Will Wiesenfeld has inhabited several lives as Baths over the past decade and change. From beat-based electronic music to bellicose experimental art pop and fantastical synth works, the electronic project is an outlet for Wiesenfeld to develop his own niche interests and evolving musicianship. His music pitches between earnest, puckish, and heart-rending, often within the same effervescent four minutes. On Gut, Wiesenfeld’s fourth Baths LP and first in eight years, the multi-hyphenate pivots again by filling out his sound with strident guitars, strings, and percussion. Combined with lyrics that detail the highs and lows of queer life with astonishing vulnerability, it’s among one of the most fully realized and exhilarating Baths albums to date.
Wiesenfeld refers to Gut as “stomach music,” referring to lyrics that approach a flux of raw emotions without fear or shame, a first-thought-best-thought approach that teeters between gusts of aggression and ruminative quiet. Wiesenfeld balances the back-and-forth through frank lyrics that break new ground in his music. Here, he’s openly indulging in lust, “fucking all the men in droves” amid a polyphony of buzzing background vocals on the nervy “Sea of Men”; on mid-album standout “Eden,” his voice volleys around jittery synth melodies as he spirals out with radiant lust. “I am what he’ll be drinking/I’m a spring/Cupped to his lips,” he sings, slipping into straightforward desire: “I’m the sweat/Pressed on his tits/Slip into my ellipsis.” The brasher lyrics allow him to confront sex, isolation, and self-immolation with bracing candor.
Gut brings different elements of Wiesenfeld’s usual sound to the fore. The Isaura String Quartet, a Los Angeles ensemble that appeared on 2017’s Romaplasm, bolster a number of tracks with fluttering violin, cello, and viola. A swarm of violins circle Wisenfeld’s voice on “Sea of Men,” while the crisscrossing guitar and cello on “Verity” create friction beneath vivid lyrics depicting moonlight on yellow teeth and sunbleached plastic. With heavier guitars in the mix, Wiesenfeld also brings a new muscularity to his sound. He has mentioned being inspired by acts like Protomartyr and Gilla Band, influences that can be found on the tense, stuttering riffs that chug through “Peacocking,” underscoring the song’s unabashed neediness.

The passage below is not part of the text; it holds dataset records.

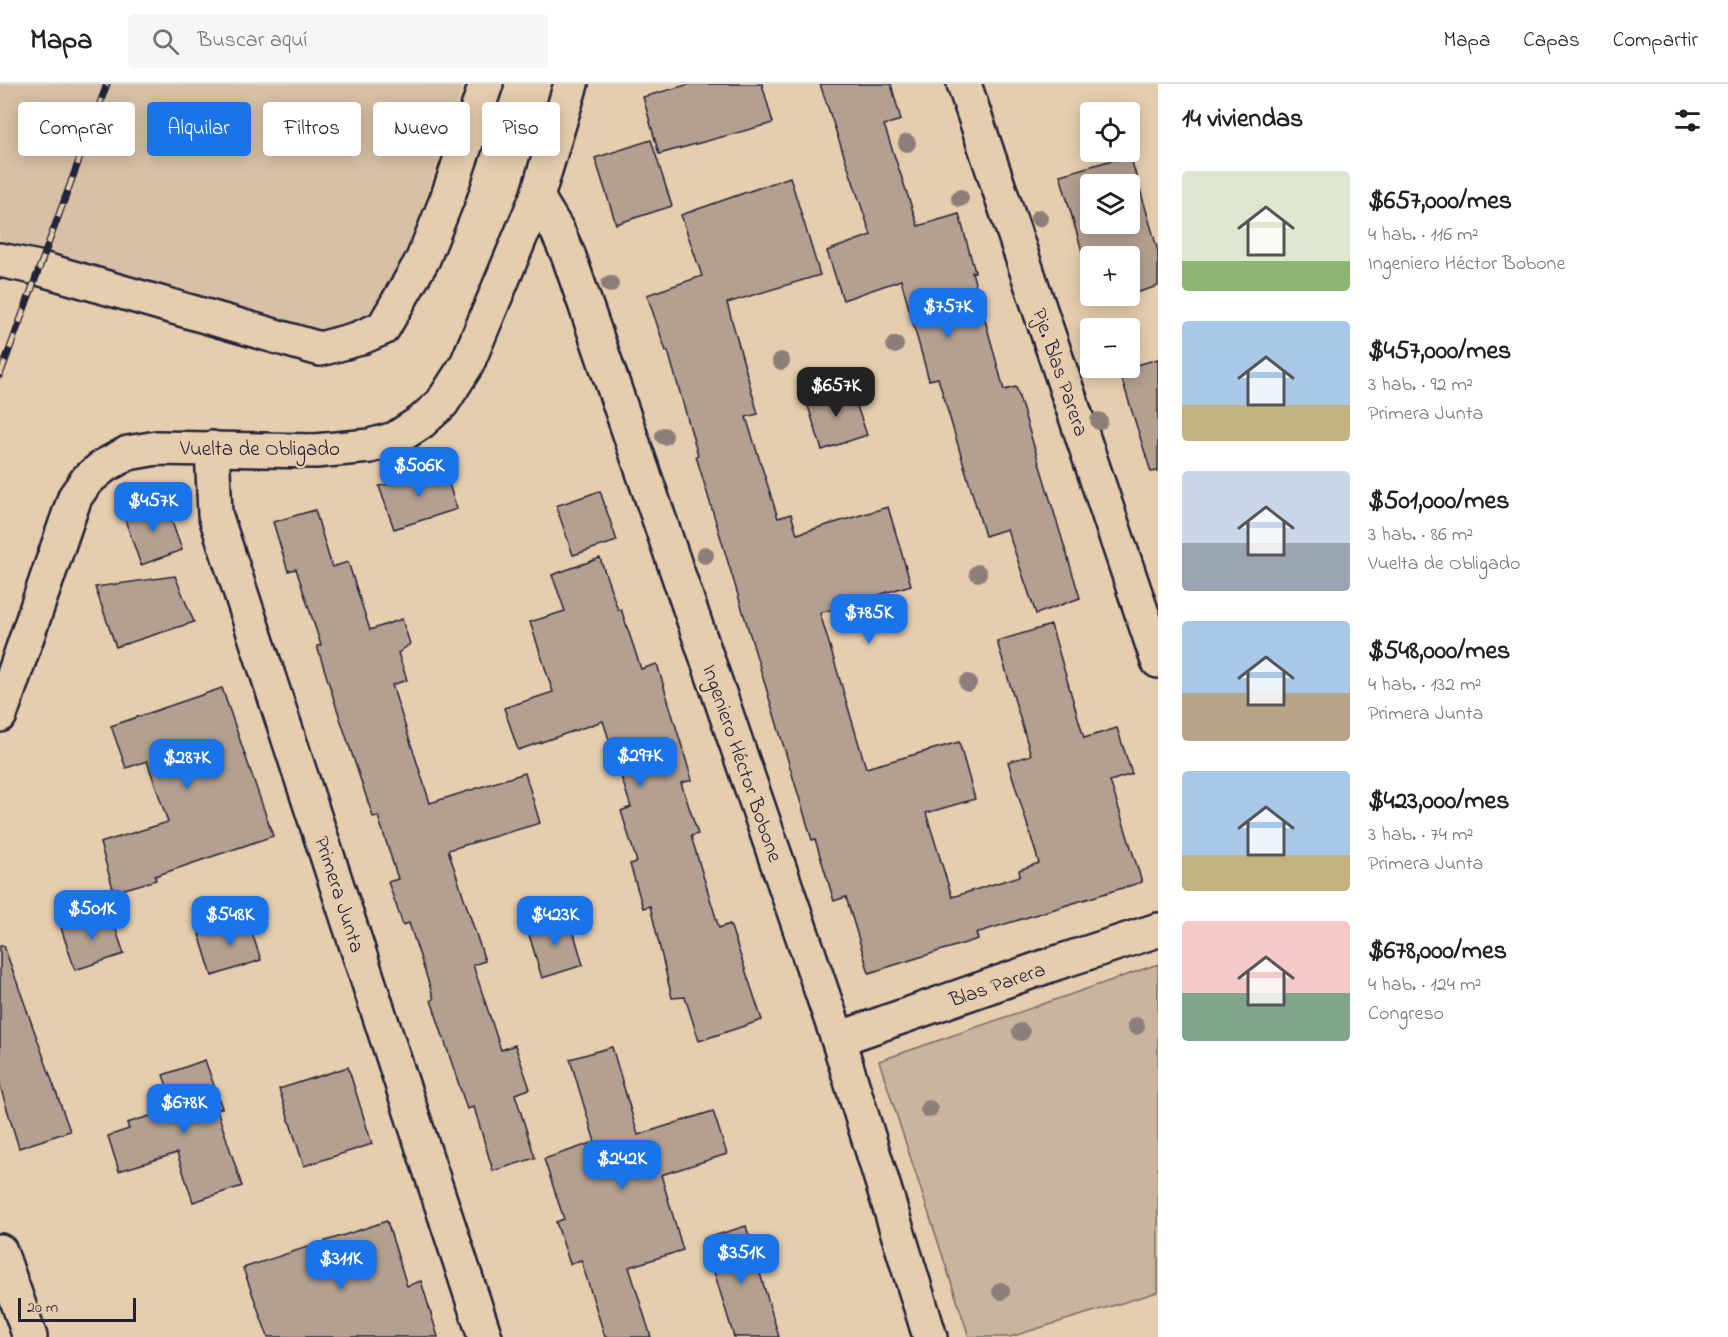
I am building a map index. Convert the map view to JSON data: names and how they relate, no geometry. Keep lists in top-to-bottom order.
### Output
{
  "streets": {
    "street": [
      "Pje. Blas Parera",
      "Vuelta de Obligado",
      "Ingeniero Héctor Bobone",
      "Primera Junta",
      "Blas Parera"
    ]
  },
  "crossings": [
    ["Vuelta de Obligado", "Ingeniero Héctor Bobone"],
    ["Vuelta de Obligado", "Primera Junta"],
    ["Ingeniero Héctor Bobone", "Blas Parera"]
  ],
  "scale_bar": "20 m",
  "page": {
    "header": "Mapa",
    "search": "Buscar aquí",
    "nav": ["Mapa", "Capas", "Compartir"],
    "heading": "14 viviendas",
    "map_buttons": ["+", "−"],
    "chip": [
      "Comprar",
      "Alquilar",
      "Filtros",
      "Nuevo",
      "Piso"
    ],
    "list": [
      {
        "name": "$657,000/mes",
        "note": "4 hab. · 116 m² · Ingeniero Héctor Bobone"
      },
      {
        "name": "$457,000/mes",
        "note": "3 hab. · 92 m² · Primera Junta"
      },
      {
        "name": "$501,000/mes",
        "note": "3 hab. · 86 m² · Vuelta de Obligado"
      },
      {
        "name": "$548,000/mes",
        "note": "4 hab. · 132 m² · Primera Junta"
      },
      {
        "name": "$423,000/mes",
        "note": "3 hab. · 74 m² · Primera Junta"
      },
      {
        "name": "$678,000/mes",
        "note": "4 hab. · 124 m² · Congreso"
      }
    ],
    "price": [
      "$757K",
      "$657K",
      "$506K",
      "$457K",
      "$785K",
      "$297K",
      "$287K",
      "$501K",
      "$548K",
      "$423K",
      "$678K",
      "$242K",
      "$351K",
      "$311K"
    ],
    "scale": "20 m"
  }
}
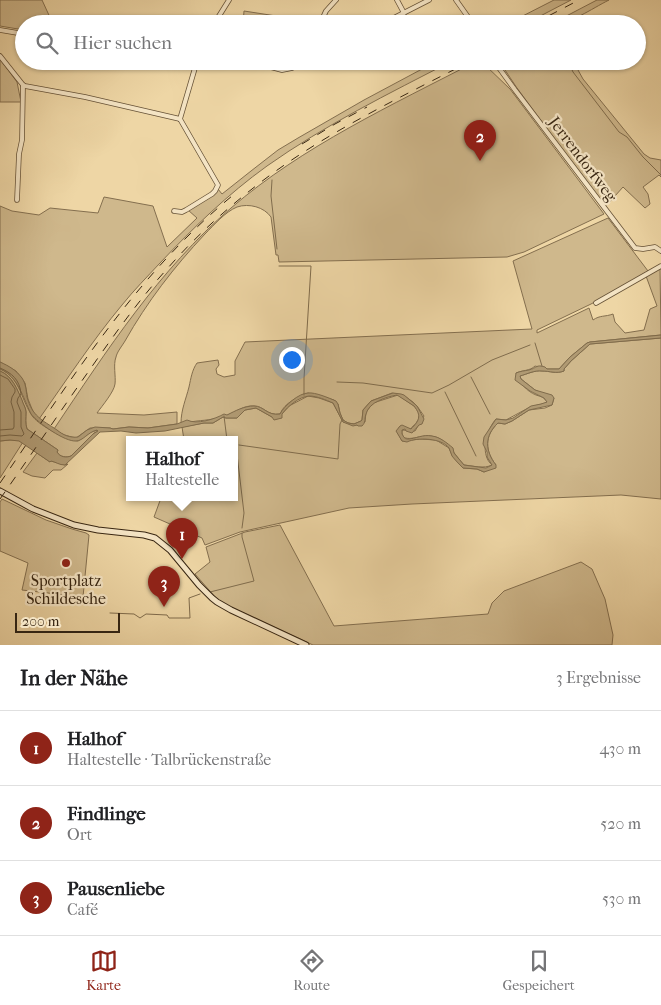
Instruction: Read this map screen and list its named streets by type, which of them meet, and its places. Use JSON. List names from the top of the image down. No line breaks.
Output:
{"streets":{"street":["Jerrendorfweg"]},"places":["Sportplatz Schildesche"],"scale_bar":"200 m","page":{"search":"Hier suchen","pins":["2","1","3"],"popup":["Halhof","Haltestelle"],"scale":"200 m","heading":["In der Nähe","3 Ergebnisse"],"list":[{"mark":"1","name":"Halhof","note":"Haltestelle · Talbrückenstraße","value":"430 m"},{"mark":"2","name":"Findlinge","note":"Ort","value":"520 m"},{"mark":"3","name":"Pausenliebe","note":"Café","value":"530 m"}],"nav":["Karte","Route","Gespeichert"]}}
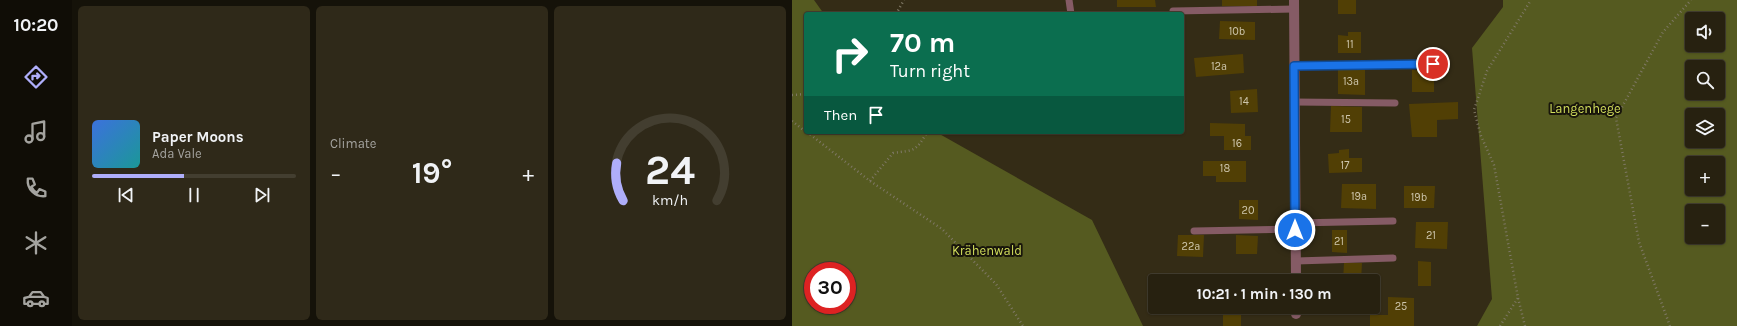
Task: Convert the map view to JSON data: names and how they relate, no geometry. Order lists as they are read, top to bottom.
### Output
{
  "parks": ["Langenhege", "Krähenwald"],
  "house_numbers": [
    "10b",
    "11",
    "12a",
    "13a",
    "14",
    "15",
    "16",
    "17",
    "18",
    "19a",
    "19b",
    "20",
    "21",
    "21",
    "22a",
    "25"
  ],
  "page": {
    "tabs": "10:20",
    "tile": "Climate",
    "map_buttons": ["+", "−"],
    "turn": ["70 m", "Turn right"],
    "then": "Then",
    "song": ["Paper Moons", "Ada Vale"],
    "heat": ["−", "19°", "+"],
    "limit": "30",
    "trip": "10:21 · 1 min · 130 m",
    "gauge": ["24", "km/h"]
  }
}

Thudding percussion sounds like a fitful, ruptured drumline during the centerpiece “American Mythos,” where Wiesenfeld catalogs a relationship’s failings, whether it’s lack of trust or just finding his partner’s friends annoying. “I hate us/And I hate it all,” he admits in an airy falsetto against a swell of violins at the song’s end, a forthright confession set to a taut, post-punk patchwork.
The simmering, coiled backdrops amplify Wiesenfeld’s moods, whether he’s in heat or in the midst of an anxiety attack: Gut examines the giddy, pleasure-seeking joys of queerness alongside debasement, loneliness, and desperation. “Homosexuals” delivers one of Wiesenfeld’s most honest choruses yet, turning over a sense of unease over a stop-start guitar melody. “Know that none of how I’ve loved is working,” he sings, “But I guess I’m free.” Later, on “Governed,” his whispered vocals slowly drift into frame over prismatic, stratified synths to express how it feels to live as a queer person under scrutiny, both from outside and within the community: “My genetic disparity is a prison of scenery,” he confesses before landing on a note of resignation. “I will be quiet, I will be othered,” he sings, “I will die waiting, I will die governed.”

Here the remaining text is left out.